Small resistor in series can help for damping out the humming?
It can be tried.
It can be tried.
Hey MalVeaux
This is indeed an innovative solution for using a lot of other headphones with a speaker amp! As others have said, thanks for thinking of this!
On the Meridian Explorer thread, it was suggested that a 6 dB line-level attenuator could be used to solve one user's problem.
I just found a 12 dB version of that same product:
I'm not sure which approach would give the best results - attenuating at the amplifier's input vs. at the output, but it's something to consider.
Harrison makes 3-, 6-, and 12-dB versions that look like this.
Mike
So maybe I'm missing something...but I've got my setup (minus the pre amp) and the volume gets to about 11 on the emotiva..with my source usually around 90-95%.
IMO - your source should be at 100% What's missing?
IMO - your source should be at 100% What's missing?
just curious, but what is the reasoning behind having source at 100% as opposed to having it at around 25% and letting the amp pick up the slack ?
I think I might have figured out the hiss/hum problem that some people have been experiencing with HE-500. I think it's the cables that cause the hum.
So before with HE-500, I got a balanced cable and a XLR to banana plugs adapter. Both of these cables were silver and from Headphone Lounge. Absolutely dead.
Today I got my LCD-2's back and I'm using the stock balanced cables from Audeze to connect them to the previous adapter. With volume turned down all the way, I noticed some noise. At first when I used the LCD-2, I found the pure blackness of LCD-2 to have somewhat diminished. That's when I noticed the hum. With the music playing at around 9 o clock, I am not hearing the hum, and it sounds quite good. Although it's not as black as I am used to with something like the O2 or Emotiva with HE-500 (all silver cables).
So your saying if I want to completely eliminate my noise/hum I will need a pure silver banana plugs - XLR ?

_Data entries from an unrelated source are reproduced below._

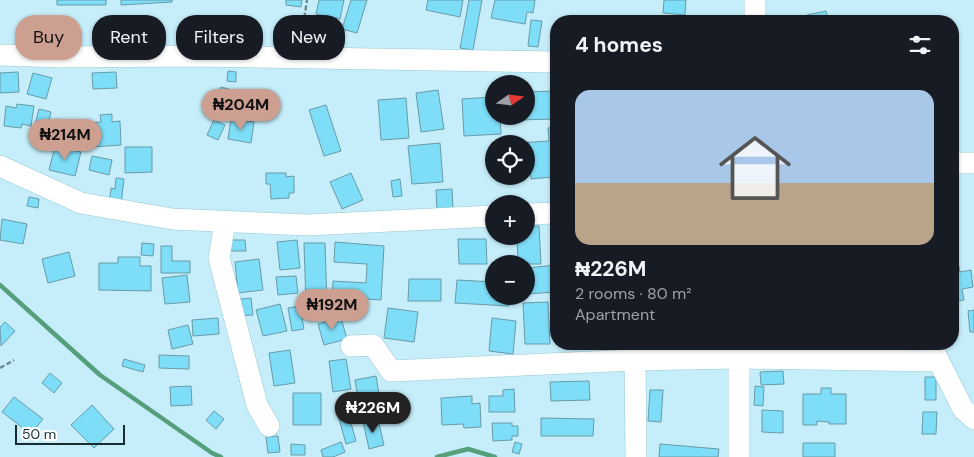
<!DOCTYPE html>
<meta charset="utf-8">
<style>
body{margin:0;font-family:"DM Sans",sans-serif;background:#20242c;color:#f1f3f6;height:100vh;display:flex;flex-direction:column;font-size:19px;white-space:nowrap}
*{box-sizing:border-box;margin:0}
p{font-size:16px;color:#9ea1a6}
.icon{flex:none;width:28px;height:28px;fill:none;stroke:currentColor;stroke-width:2;stroke-linecap:round;stroke-linejoin:round}
.map{position:relative;flex:1;overflow:hidden}
.drawer{position:absolute;left:550px;top:15px;width:409px;height:335px;display:flex;flex-direction:column;background:#171b24;border-radius:20px;box-shadow:0 1px 4px #0004}
.drawer>*{flex:none}
.banner{position:absolute;left:15px;top:15px;width:460px;height:45px;display:flex;gap:10px}
.needle{width:32px;rotate:76deg}
.buttons{position:absolute;left:485px;top:75px;display:grid;gap:10px}
.buttons a{display:grid;place-items:center;width:50px;height:50px;border-radius:50%;background:#171b24;box-shadow:0 1px 4px #0004;font-size:25px}
.scale{position:absolute;left:15px;bottom:12px;width:110px;box-sizing:border-box;padding-left:5px;border:2px solid #172b31;border-top:0;font-size:14px;line-height:18px;white-space:nowrap;color:#172b31;-webkit-text-stroke:4px #fff;paint-order:stroke}
.price{position:absolute;translate:-50% -42px;padding:0 11px;border-radius:18px;background:#cc9f90;color:#111;font-size:16px;line-height:32px;filter:drop-shadow(0 1px 2px #0008)}
.price::after{content:'';position:absolute;left:50%;top:30px;width:15px;height:11px;margin-left:-8px;background:inherit;clip-path:polygon(0 0,100% 0,50% 100%)}
.price.on{background:#222;color:#fff}
ul{padding:0;list-style:none}
li{display:grid;align-content:center;gap:10px;height:265px;padding:0 25px}
li span{display:grid;place-items:center;height:155px;border-radius:15px;color:#555}
li>.icon{margin-inline-start:auto}
span .icon{width:90px;height:90px;fill:#fffc;stroke-width:1}
li b{font-size:21px}
h2{display:flex;justify-content:space-between;align-items:center;height:60px;padding:0 25px;font-size:21px}
.tag{padding:0 18px;border-radius:20px;background:#171b24;box-shadow:0 1px 4px #0004;font-size:18px;line-height:45px}
.tag.on{background:#cc9f90;color:#111}
.map>svg:first-child{display:block}
.lines{fill:none;stroke-linecap:round;stroke-linejoin:round}
.stream{stroke:#559f7c;stroke-width:4.5}
.building{fill:#7eddf7;stroke:#699aa8}
.minor-casing{stroke:#96c8d7;stroke-width:22}
.path{stroke:#6c8a93;stroke-width:2.5;stroke-dasharray:5 2.5;stroke-linecap:butt}
.minor{stroke:#fff;stroke-width:21}
</style>
<div class="map">
<svg width="974" height="457" viewBox="0 0 974 457">
<rect width="100%" height="100%" fill="#c5eefa"/>
<g class="lines">
<path class="stream" d="M0,285L100,375L212,453L221,457
M437,457L468,449L495,457"/>
</g>
<path class="building" d="M57,0H106V5H57Z
M121,0H172V2L121,5Z
M286,0H302L301,7L286,5Z
M319,0H344L340,19L316,14Z
M351,0H367L357,33L342,29Z
M428,0H463L460,17L426,10Z
M469,0H482L473,50L460,48Z
M495,0H535L533,13L527,12L525,24L491,18Z
M664,0H686L685,15L663,13Z
M826,11L829,21H809L807,15Z
M531,20L542,21L538,47L528,46Z
M216,33L224,35L222,46L214,45Z
M228,71L236,72V82L227,81Z
M18,72L19,92L0,93V73Z
M116,72L117,88L93,89L92,73Z
M33,73L52,78L46,99L27,94Z
M221,87L236,91L228,118L213,113Z
M438,90L444,129L421,132L416,93Z
M556,91V119L517,120V116H526V92Z
M494,97V116H500L501,134L464,136L462,99Z
M406,98L409,138L381,140L378,100Z
M17,104L34,106L31,126L22,124L21,128L4,126L6,106L16,108Z
M326,105L341,151L324,156L309,110Z
M39,109L51,112L46,132L34,129Z
M112,114V122L120,121L121,145L92,147L90,123L101,122L100,115Z
M57,119L87,123L84,143L55,139Z
M231,119L254,122L251,143L228,139Z
M214,120L225,125L218,140L207,135Z
M556,127V167H553V177L531,179L530,169L526,170V144L519,143L549,141L548,128Z
M440,143L443,182L412,184L408,146Z
M55,146L81,152L75,176L49,170Z
M125,147H152V172L125,173Z
M92,156L112,160L109,175L89,170Z
M266,173H286V177L294,176V193H289V198L271,199L270,184H266Z
M351,173L363,200L342,209L330,182Z
M116,178L124,179L121,204L109,203L111,188L115,189Z
M400,179L402,196L393,197L391,181Z
M452,189L453,209H437L436,190Z
M29,197L39,199L38,208L27,206Z
M2,219L27,224L23,244L0,240Z
M539,226L541,264H518L517,236H526V227Z
M458,239H486L487,264H459Z
M229,240H245L246,251H230Z
M297,240L300,268L280,270L277,242Z
M335,242L384,246L381,300L332,297L333,281L366,283L367,264L334,262Z
M142,243L154,244L153,256L141,255Z
M304,243H325L327,304L306,305Z
M161,246H172V261H190V273H161Z
M69,252L75,276L48,283L42,259Z
M118,257H140V266H151V291L99,290V263H118Z
M259,259L263,290L238,293L235,262Z
M958,262L960,272L971,270L973,287L962,289L964,300L952,302V263Z
M556,265V292L526,294V268Z
M187,275L190,302L165,304L162,278Z
M296,276L298,293L278,295L276,277Z
M409,279H441V301H408Z
M457,280L494,282V296H509V306L455,303Z
M251,298L253,315L234,316L233,300Z
M548,302L550,344H525L523,303Z
M280,304L287,331L263,336L256,310Z
M300,306L304,329L292,331L288,308Z
M388,308L418,312L414,342L384,338Z
M974,310V332H970L968,311Z
M218,318L219,334L193,336L192,320Z
M341,318L347,339L324,345L318,324Z
M492,318L516,321L513,354L489,351Z
M5,322L15,331L1,346L0,327Z
M188,325L193,344L172,349L168,330Z
M604,344H619V349L604,350Z
M638,344H659V350L638,351Z
M753,344H786V348Z
M797,344H821L820,353L796,351Z
M895,344H914V350H895Z
M290,350L295,383L274,386L269,353Z
M159,355L189,356V369L159,368Z
M124,359L145,365L143,372L122,366Z
M346,359L351,389L333,392L329,361Z
M783,371L784,384L761,385L760,372Z
M50,373L62,383L54,393L42,383Z
M376,376L379,394L358,398L355,380Z
M925,377H936V400H925Z
M589,381L590,400L551,401L550,382Z
M191,386L192,405L171,406L170,387Z
M755,386L764,387L763,406L754,405Z
M821,388H831V394H846V424H829V422L817,421V425H803V394H821Z
M514,389L515,412H489V396H503V390Z
M650,390H663L661,422L648,421Z
M293,393H321V425H293Z
M472,396V404L480,403L481,427L464,428L463,424L442,425L441,398Z
M14,397L43,419L31,434L2,412Z
M92,405L114,429L94,448L71,425Z
M346,405L356,441L346,444L336,408Z
M762,410L783,411V433L762,432Z
M214,411L224,419L216,429L206,420Z
M923,412H937L936,434H922Z
M541,418L594,419L593,436H541Z
M378,419L384,445L369,449L363,422Z
M492,423H512V426H518V436H512V440L493,441Z
M278,436L280,452L268,453L266,437Z
M341,442L345,452L333,457H323L321,450Z
M515,442L522,444L519,454L512,452Z
M803,443H835V457H803Z
M291,444L305,445V455H291Z
M660,444L719,449L718,457H659Z"/>
<g class="lines">
<defs>
<path id="minor" d="M755,21V0
M0,55L62,57L193,56L556,62
M952,163H974
M0,166L81,203L172,219L307,225L494,216
M526,214L556,213
M225,222L219,258L257,405L269,426
M739,344V457
M930,344L963,409L974,419
M351,346L373,345L391,371L635,360L738,358L939,361
M635,360L636,457"/>
</defs>
<use href="#minor" class="minor-casing"/>
<path class="path" d="M301,40L307,0
M0,368L14,360"/>
<use href="#minor" class="minor"/>
</g>
</svg>
<div class="buttons">
<a><svg class="needle" viewBox="-14 -14 28 28"><path d="M0-13l5 13h-10z" fill="#e53935"/><path d="M0 13l5-13h-10z" fill="#9ea1a6"/></svg></a>
<a><svg class="icon" aria-label="locate" viewBox="0 0 24 24"><circle cx="12" cy="12" r="6"/><path d="M12 2v4M12 18v4M2 12h4M18 12h4"/></svg></a>
<a>+</a>
<a>−</a>
</div>
<div class="scale">50 m</div>
<b class="price" style="left:241px;top:131px">₦204M</b>
<b class="price" style="left:65px;top:161px">₦214M</b>
<b class="price" style="left:332px;top:331px">₦192M</b>
<b class="price on" style="left:373px;top:434px">₦226M</b>
<div class="banner">
<a class="tag on">Buy</a>
<a class="tag">Rent</a>
<a class="tag">Filters</a>
<a class="tag">New</a>
</div>
<section class="drawer">
<h2>4 homes<svg class="icon" aria-label="filters" viewBox="0 0 24 24"><path d="M4 7h16M4 17h16"/><circle cx="9" cy="7" r="2"/><circle cx="15" cy="17" r="2"/></svg></h2>
<ul>
<li><span style="background:linear-gradient(#a9c7e8 60%,#b9a48a 0)"><svg class="icon" aria-label="home" viewBox="0 0 24 24"><path d="M3 11l9-7 9 7M6 9v11h12V9"/></svg></span><div><b>₦226M</b><p>2 rooms · 80 m²</p><p>Apartment</p></div></li>
</ul>
</section>
</div>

what about a pure silver banana plugs - female TRS
hmm, alot of money to spend for something that might not even work
This is getting ridiculous. 2 years ago when I joined I was going to run my HD800's on the speaker taps of a mini EL84 tube amp I purchased for my Stax electrets at the time. I read from a lot of places including diyaudio that running it off speaker amp's can either 1. damage the headphones transducer due to overload, 2. blow the transformer on the amp due to the inefficiency link between the headphones itself and the integrated amp powering them, this can be fixed by using a dummy load adapter. It's true that certain speaker amp's can be designed to intake headphone outputs just by matching a resistor to balance the load but is it safe still? It's a fair enough point driving extremely hard to drive inefficient headphones such as the K1000, HE-6 or other beastly orthos, but even with 500ohm impedence adapter's for D5k's and SR-80's I think that is no where near the safe point of driving them without degrading some part of the amp or headphones as those load's are not even close to what the HE-6 and K1000's can take.
seriously?What makes you think a headphone amp and speaker amp are inherently different (serious mechanical stand point question)?
Legit questions, not trying to be rude here.